Ils craignent surtout l'armée Rouge qui a atteint la Vistule.
Sur l'autre rive du fleuve, il y a Varsovie.
Quel serait l'avenir de la Pologne si, les Allemands chassés, les Russes s'installaient ! Que deviendrait l'indépendance de la Pologne ?
Les patriotes polonais, catholiques, ne veulent pas de cette libération qui deviendrait servitude !
De Gaulle, qui a été détaché en Pologne auprès de l'armée polonaise, a participé aux combats qui ont permis de repousser l'armée Rouge en 1920.

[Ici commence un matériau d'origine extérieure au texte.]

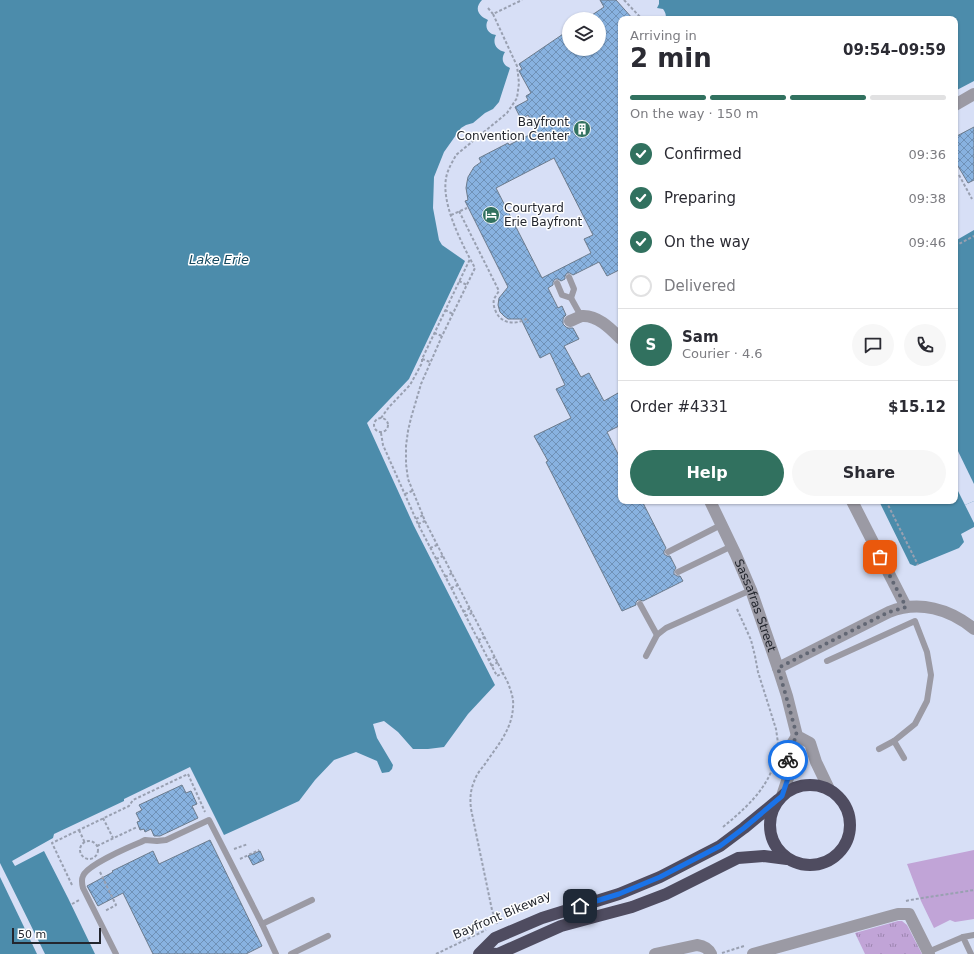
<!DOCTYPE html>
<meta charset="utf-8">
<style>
:root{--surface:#fff;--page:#f7f7f7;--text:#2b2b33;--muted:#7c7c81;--line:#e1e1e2;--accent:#31715f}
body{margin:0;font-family:"DejaVu Sans",sans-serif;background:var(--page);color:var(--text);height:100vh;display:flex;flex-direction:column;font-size:15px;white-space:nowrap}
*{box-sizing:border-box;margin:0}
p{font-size:13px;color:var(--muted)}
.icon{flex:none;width:22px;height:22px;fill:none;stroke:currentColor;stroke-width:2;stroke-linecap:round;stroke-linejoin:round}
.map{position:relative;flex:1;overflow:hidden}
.panel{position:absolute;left:618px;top:16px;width:340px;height:488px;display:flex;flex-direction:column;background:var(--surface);border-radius:8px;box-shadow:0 1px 3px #0004}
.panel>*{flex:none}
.fabs{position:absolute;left:562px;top:12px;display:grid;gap:8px}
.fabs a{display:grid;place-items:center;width:44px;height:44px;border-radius:50%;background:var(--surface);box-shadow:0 1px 3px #0004;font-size:20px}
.scale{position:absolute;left:12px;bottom:10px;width:89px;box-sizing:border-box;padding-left:4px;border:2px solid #23262e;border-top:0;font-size:11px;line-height:14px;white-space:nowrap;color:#23262e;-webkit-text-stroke:3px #fff;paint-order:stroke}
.pin{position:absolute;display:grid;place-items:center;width:34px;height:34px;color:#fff;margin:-17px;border-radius:8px;box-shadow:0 2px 6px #0006}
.courier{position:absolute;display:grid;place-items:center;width:40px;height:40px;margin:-20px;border:3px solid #1a73e8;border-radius:50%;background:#fff;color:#222;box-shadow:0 1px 5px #0007}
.overview em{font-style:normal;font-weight:600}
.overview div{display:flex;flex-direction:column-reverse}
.overview{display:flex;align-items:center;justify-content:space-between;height:68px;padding:0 12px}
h1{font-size:26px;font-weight:600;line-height:30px}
.bar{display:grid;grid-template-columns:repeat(4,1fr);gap:6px 4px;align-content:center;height:48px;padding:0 12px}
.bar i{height:5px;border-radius:3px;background:var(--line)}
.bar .active{background:var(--accent)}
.bar p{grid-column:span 4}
.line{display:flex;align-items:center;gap:10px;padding:0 12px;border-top:1px solid var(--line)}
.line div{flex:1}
.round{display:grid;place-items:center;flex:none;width:42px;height:42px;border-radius:21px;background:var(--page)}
ol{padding:0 12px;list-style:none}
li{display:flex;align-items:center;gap:12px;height:44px}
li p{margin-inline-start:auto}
li .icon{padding:4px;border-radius:50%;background:var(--accent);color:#fff;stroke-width:4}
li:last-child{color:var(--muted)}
li i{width:22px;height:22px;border:2px solid var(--line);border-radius:50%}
.action{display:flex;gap:8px;margin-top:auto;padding:8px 12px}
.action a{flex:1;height:46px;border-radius:24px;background:var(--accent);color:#fff;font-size:16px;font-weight:600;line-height:46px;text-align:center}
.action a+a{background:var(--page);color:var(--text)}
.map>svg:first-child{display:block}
</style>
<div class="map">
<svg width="974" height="954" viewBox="0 0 974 954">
<defs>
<pattern id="grass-tufts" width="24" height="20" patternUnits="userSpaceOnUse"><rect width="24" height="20" fill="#c1a4d7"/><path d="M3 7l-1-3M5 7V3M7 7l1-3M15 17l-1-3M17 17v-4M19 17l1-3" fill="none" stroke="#9c85af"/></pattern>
<pattern id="building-cross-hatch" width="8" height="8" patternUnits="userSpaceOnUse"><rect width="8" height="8" fill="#88b2e0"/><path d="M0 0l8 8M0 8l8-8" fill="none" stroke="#6f91b6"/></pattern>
</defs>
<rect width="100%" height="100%" fill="#d7dff6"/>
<polygon fill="url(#grass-tufts)" points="898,921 902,921 907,925 922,954 865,954 855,933"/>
<polygon fill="#c1a4d7" points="974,850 974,919 955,922 950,920 934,928 921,901 907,864"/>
<g fill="#4c8cab">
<path d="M 0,0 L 482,0 C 474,8 478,16 488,20 C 484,27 488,34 496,35 C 492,43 496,50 505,52 C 501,58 502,65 510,68 L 499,102 L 493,109 L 485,113 L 473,123 L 466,125 L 461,128 L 444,152 L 434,177 L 433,208 L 439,240 L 442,245 L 465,261 L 409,379 L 367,423 L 414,526 L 495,685 L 468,714 L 444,747 L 428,749 L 413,749 L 398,732 L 384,721 L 373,724 L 377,738 L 393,765 L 392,769 L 389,772 L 382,773 L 377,761 L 356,752 L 334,760 L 315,780 L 299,801 L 224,835 L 190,767 L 124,799 L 124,801 L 54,834 L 53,838 L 12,861 L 15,866 L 44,851 L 68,898 L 95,954 L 45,954 L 0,863 Z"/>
<path d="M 659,0 L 974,0 L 974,81 L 955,91 L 955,19 L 665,19 C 667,15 665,12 663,9 L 657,8 L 659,4 Z"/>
<polygon points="974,230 974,501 965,505 974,523 974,527 961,534 964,542 959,548 915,566 910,564 879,501 955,501 955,241"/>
<polygon points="0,877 37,954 0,954"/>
</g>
<polygon fill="#d7dff6" points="955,445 974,484 974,501 965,505 955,485"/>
<g fill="url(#building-cross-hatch)" stroke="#6c7b8c" fill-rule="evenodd">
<path d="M 600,0 L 616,0 L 633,19 L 621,19 L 621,269 L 607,276 L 599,262 L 573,275 L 570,273 L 567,273 L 565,276 L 565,279 L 561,281 L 558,279 L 555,279 L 553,282 L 553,285 L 548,288 L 558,308 L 562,306 L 566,315 L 564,317 L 563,319 L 563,324 L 566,327 L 568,328 L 573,328 L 579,339 L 564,346 L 581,377 L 589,373 L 604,401 L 618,393 L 621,400 L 621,425 L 607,432 L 621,460 L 621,501 L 642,501 L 666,548 L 664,551 L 664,554 L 667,556 L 670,556 L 676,568 L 674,571 L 674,574 L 677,576 L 680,576 L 683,581 L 643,601 L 640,600 L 638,600 L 636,602 L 636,605 L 622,611 L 546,462 L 548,461 L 534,436 L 571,418 L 556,389 L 565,385 L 550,353 L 540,358 L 521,319 L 508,319 L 504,316 L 500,312 L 498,305 L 499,298 L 508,287 L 465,201 L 468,200 L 466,188 L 467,182 L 468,177 L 474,167 L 481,162 L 479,158 L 508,143 L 509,145 L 537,131 L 528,115 L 521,119 L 515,107 L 528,100 L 526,96 L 531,93 L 519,71 L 522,69 L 519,64 L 569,30 L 569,49 L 599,49 L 599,19 L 586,19 L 604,7 ZM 554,158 L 593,235 L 584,239 L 591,253 L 542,278 L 496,188 Z"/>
<polygon points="974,127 974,180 968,183 955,161 955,137"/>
<polygon points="182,785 186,793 191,791 197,804 192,806 198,818 160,836 154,836 151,829 145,832 144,829 140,830 137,822 140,821 136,813 142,810 139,805"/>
<polygon points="210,840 262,946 246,954 153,954 123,893 98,906 87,886 113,872 112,871 153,851 159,864"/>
<polygon points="260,851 264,860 253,865 248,856"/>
</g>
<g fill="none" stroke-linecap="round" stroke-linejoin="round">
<g stroke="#99a0b1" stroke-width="2" stroke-dasharray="3 2" stroke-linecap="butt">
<polyline points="624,0 642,19"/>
<polyline points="488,8 493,14"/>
<polyline points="959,175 972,199"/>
<path d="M 459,211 L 499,291 C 497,294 495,297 494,299 C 493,303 494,308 496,312 C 502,324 515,325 526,319 L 528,323"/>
<polyline points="451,215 467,208"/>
<polyline points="955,246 974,236"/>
<polyline points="459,281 467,285"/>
<polyline points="445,310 453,314"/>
<polyline points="434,333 442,336"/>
<polyline points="422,359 430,362"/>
<circle cx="381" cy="425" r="7"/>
<polyline points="381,418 389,407 410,385 422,363 422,359 470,259"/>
<polyline points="381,433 383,445 418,524 497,676 503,673"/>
<polyline points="405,494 412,491"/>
<polyline points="886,501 918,565"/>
<polyline points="416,519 423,515"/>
<polyline points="418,524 425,521"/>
<polyline points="430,548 437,545"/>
<polyline points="436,559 443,556"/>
<polyline points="445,577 452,573"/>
<polyline points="451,588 458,585"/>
<polyline points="737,609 751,640 755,656 758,672 776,729 778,743"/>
<polyline points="463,612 470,608"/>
<polyline points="465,616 472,613"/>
<polyline points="478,640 485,637"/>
<polyline points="488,660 495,657"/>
<polyline points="491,666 498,662"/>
<polyline points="103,818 113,838"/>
<path d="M 723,827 C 746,808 769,788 776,757"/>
<polyline points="79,830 85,843"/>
<circle cx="89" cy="850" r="9"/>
<polyline points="97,846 137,827"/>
<polyline points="234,849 248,844"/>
<polyline points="240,859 259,850"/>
<polyline points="100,872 116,905 105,911"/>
<polyline points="72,885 52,843 129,806 133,800 188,774 205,812"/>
<polyline points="906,901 910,900 974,890"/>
<polyline points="72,904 79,900"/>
<path d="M 497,924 L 492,910 L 471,809 C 470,800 470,791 474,782 C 476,775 481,769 485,764 C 497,746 512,730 513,707 C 514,699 511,691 508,683 L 425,521 L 408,479 L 406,464 L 406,446 L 408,431 L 411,418 L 421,384 L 442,336 L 475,268 C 462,244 439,201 447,174 C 449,167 453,161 456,155 L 507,113 L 517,98 L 519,83 L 517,66 L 493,14 L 522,0"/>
<polyline points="722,953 744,946"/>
<polyline points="436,954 486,930"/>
</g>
<g stroke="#9b9aa4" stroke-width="6">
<polyline points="569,277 574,289 571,298"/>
<polyline points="557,283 562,295 571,298 581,316"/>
<polyline points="668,552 721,525"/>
<polyline points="678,572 732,546"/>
<polyline points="640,604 657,635"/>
<polyline points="646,656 657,635 666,628 751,590"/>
<polyline points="827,661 915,621 927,652 931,675 927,701 915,724 894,741 879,749"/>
<polyline points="894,741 904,758"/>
<polyline points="262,924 312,900"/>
<polyline points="928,952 963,937"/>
<path d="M 116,954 L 83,888 C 82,884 81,880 83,876 C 87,865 129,847 141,842 L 145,840 L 157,841 L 166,840 L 209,820 L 262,924 L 276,954"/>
<polyline points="291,954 328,936"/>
<polyline points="971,954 963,937 974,935"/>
</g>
<g stroke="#9b9aa4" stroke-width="12">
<polyline points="955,105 974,94"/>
<path d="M 570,321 C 573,320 578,317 582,316 C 598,315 611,329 621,339"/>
<path id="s1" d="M 710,501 L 736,555 L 751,590 L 778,668 L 787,696 L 797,736 L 810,743 L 816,762 L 829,789"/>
<polyline points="852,501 906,607"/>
<path d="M 778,668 L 889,612 C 919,600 950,609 974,629"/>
<polyline points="782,796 788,778 789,749 797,736"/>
<path d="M 655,954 L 697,945 C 704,946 708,948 711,954"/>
<polyline points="753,954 887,917 898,914 909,914 929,954"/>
</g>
<g stroke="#4f4c60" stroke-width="12">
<circle cx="810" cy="825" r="40"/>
<polyline points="481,953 498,954 561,926 598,916 632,907 666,894 738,858 764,856 787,859"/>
<polyline points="479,954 495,938 542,918 619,894 660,877 720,846 744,828 778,800"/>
</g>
</g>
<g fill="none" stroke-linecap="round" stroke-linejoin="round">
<polyline stroke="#626774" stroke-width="4" stroke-dasharray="0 7.2" points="788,760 789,749 797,736 786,696 778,668 889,612 906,607 880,557"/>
<polyline stroke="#1a73e8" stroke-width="5" points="580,906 619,894 660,877 720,846 744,828 782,796 788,778 788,760"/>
</g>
<defs>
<g id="building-disc" transform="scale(0.9)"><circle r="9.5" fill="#31715f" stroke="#fff"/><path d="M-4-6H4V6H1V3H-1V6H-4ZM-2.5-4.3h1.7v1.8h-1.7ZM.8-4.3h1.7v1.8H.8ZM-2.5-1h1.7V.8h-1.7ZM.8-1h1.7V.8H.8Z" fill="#fff"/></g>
<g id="hotel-disc" transform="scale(0.9)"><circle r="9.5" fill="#31715f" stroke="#fff"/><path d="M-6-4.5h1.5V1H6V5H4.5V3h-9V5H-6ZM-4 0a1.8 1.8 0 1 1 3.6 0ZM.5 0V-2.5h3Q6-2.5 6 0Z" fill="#fff"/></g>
</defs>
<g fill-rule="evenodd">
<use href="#building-disc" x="582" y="129"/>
<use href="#hotel-disc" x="491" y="215"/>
</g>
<g text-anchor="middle" stroke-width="3" stroke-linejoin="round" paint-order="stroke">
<g font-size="12" fill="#23262e" stroke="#fff" text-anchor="end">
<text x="569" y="126">Bayfront<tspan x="569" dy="14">Convention Center</tspan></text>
<text x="504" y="212" text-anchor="start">Courtyard<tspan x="504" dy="14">Erie Bayfront</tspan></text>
</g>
<g font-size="12" fill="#23262e" stroke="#fff">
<text dy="4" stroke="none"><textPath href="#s1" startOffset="114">Sassafras Street</textPath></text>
<text transform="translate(502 915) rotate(-23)" y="4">Bayfront Bikeway</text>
</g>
<g font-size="13" font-style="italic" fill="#154960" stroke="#fff">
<text x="219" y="264">Lake Erie</text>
</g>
</g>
</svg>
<div class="fabs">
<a><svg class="icon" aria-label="layers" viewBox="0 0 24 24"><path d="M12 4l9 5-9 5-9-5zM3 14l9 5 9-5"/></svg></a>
</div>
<div class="scale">50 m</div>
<div class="pin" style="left:880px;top:557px;background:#ea580c"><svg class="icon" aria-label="bag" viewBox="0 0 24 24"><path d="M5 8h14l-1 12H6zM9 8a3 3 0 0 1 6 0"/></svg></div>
<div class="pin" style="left:580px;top:906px;background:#1f2937"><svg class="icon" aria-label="home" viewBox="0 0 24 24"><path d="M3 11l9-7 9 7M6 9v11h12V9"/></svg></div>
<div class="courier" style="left:788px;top:760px"><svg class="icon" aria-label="bike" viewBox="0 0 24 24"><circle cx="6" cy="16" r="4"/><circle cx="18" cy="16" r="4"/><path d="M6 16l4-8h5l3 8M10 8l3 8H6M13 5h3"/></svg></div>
<section class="panel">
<div class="overview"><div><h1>2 min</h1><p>Arriving in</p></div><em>09:54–09:59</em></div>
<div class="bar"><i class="active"></i><i class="active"></i><i class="active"></i><i></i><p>On the way · 150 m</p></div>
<ol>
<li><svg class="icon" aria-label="check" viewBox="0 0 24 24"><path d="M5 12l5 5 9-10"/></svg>Confirmed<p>09:36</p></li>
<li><svg class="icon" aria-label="check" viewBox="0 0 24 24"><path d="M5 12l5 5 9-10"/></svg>Preparing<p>09:38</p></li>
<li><svg class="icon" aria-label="check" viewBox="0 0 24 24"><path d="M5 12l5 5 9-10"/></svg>On the way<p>09:46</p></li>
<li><i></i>Delivered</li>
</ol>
<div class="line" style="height:72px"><b class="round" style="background:var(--accent);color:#fff">S</b><div><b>Sam</b><p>Courier · 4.6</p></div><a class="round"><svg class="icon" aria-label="chat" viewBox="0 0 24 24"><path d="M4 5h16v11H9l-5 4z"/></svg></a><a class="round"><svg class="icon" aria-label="phone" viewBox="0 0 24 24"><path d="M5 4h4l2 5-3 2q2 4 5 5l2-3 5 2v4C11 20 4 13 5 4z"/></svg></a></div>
<div class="line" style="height:52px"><div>Order #4331</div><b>$15.12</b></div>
<div class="action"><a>Help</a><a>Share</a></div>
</section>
</div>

Mais en juillet 1944, elle est là, sur la rive orientale de la Vistule ; et il semble qu'elle puisse d'un élan « libérer » Varsovie.
De Gaulle comprend la volonté des Polonais de forcer le destin : attaquer les Allemands, les chasser, installer à Varsovie le gouvernement en exil à Londres, affirmer ainsi - avec l'appui anglais - l'indépendance et la souveraineté de la Pologne.
Le 1er août 1944, Bor-Komorowski lance un appel à l'Armée de l'Intérieur, diffusé dans tous les quartiers de Varsovie.
« Soldats de la capitale,
« J'ai donné aujourd'hui l'ordre que vous attendiez depuis si longtemps, l'ordre d'ouvrir le feu contre l'envahisseur allemand. Après bientôt cinq ans d'une lutte obligatoirement clandestine, aujourd'hui, nous prenons ouvertement les armes... »
Un souffle d'enthousiasme soulève la population de Varsovie.
Le 6 août, l'AK contrôle presque toute la ville. Il est prévu ce dimanche que la RAF parachute les représentants du gouvernement polonais de Londres.
Mais brusquement, en quelques heures, tout change.
Des Waffen-SS entrent dans Varsovie et renforcent les hommes de la Wehrmacht.
Les troupes sont commandées par l'Obergruppenführer SS Erich von dem Bach-Zelewski.
Il s'est illustré dès 1941 en Russie comme commandant les SS et la police chargés de lutter contre les partisans et d'exterminer les Juifs.
Himmler s'est plusieurs fois rendu à son quartier général, lui ordonnant d'abattre tous les hommes et de « conduire les femmes juives et leurs enfants dans les marécages ».
Une brigade de cavalerie SS sous les ordres de von dem Bach-Zelewski a ainsi fusillé 25 000 Juifs en un mois. Mais les cavaliers SS ont signalé que les « marais n'étaient pas assez profonds pour que les femmes et les enfants soient engloutis ». On les fusille donc.
C'est cet homme-là qui arrive à Varsovie le 8 août. Les SS sont accompagnés par la Brigade Kaminski, composée de Russes, d'Ukrainiens, et par la Brigade SS Dirlewanger, formée de criminels de droit commun extraits de leurs prisons. Ces unités SS et ces brigades ont les mains libres. En quelques heures, ces SS révèlent ce dont ils sont capables. Ils brûlent vifs les prisonniers, empalent sur des baïonnettes des nouveau-nés, qu'ils exhibent aux fenêtres. Ils pendent des femmes la tête en bas aux balcons de leurs immeubles.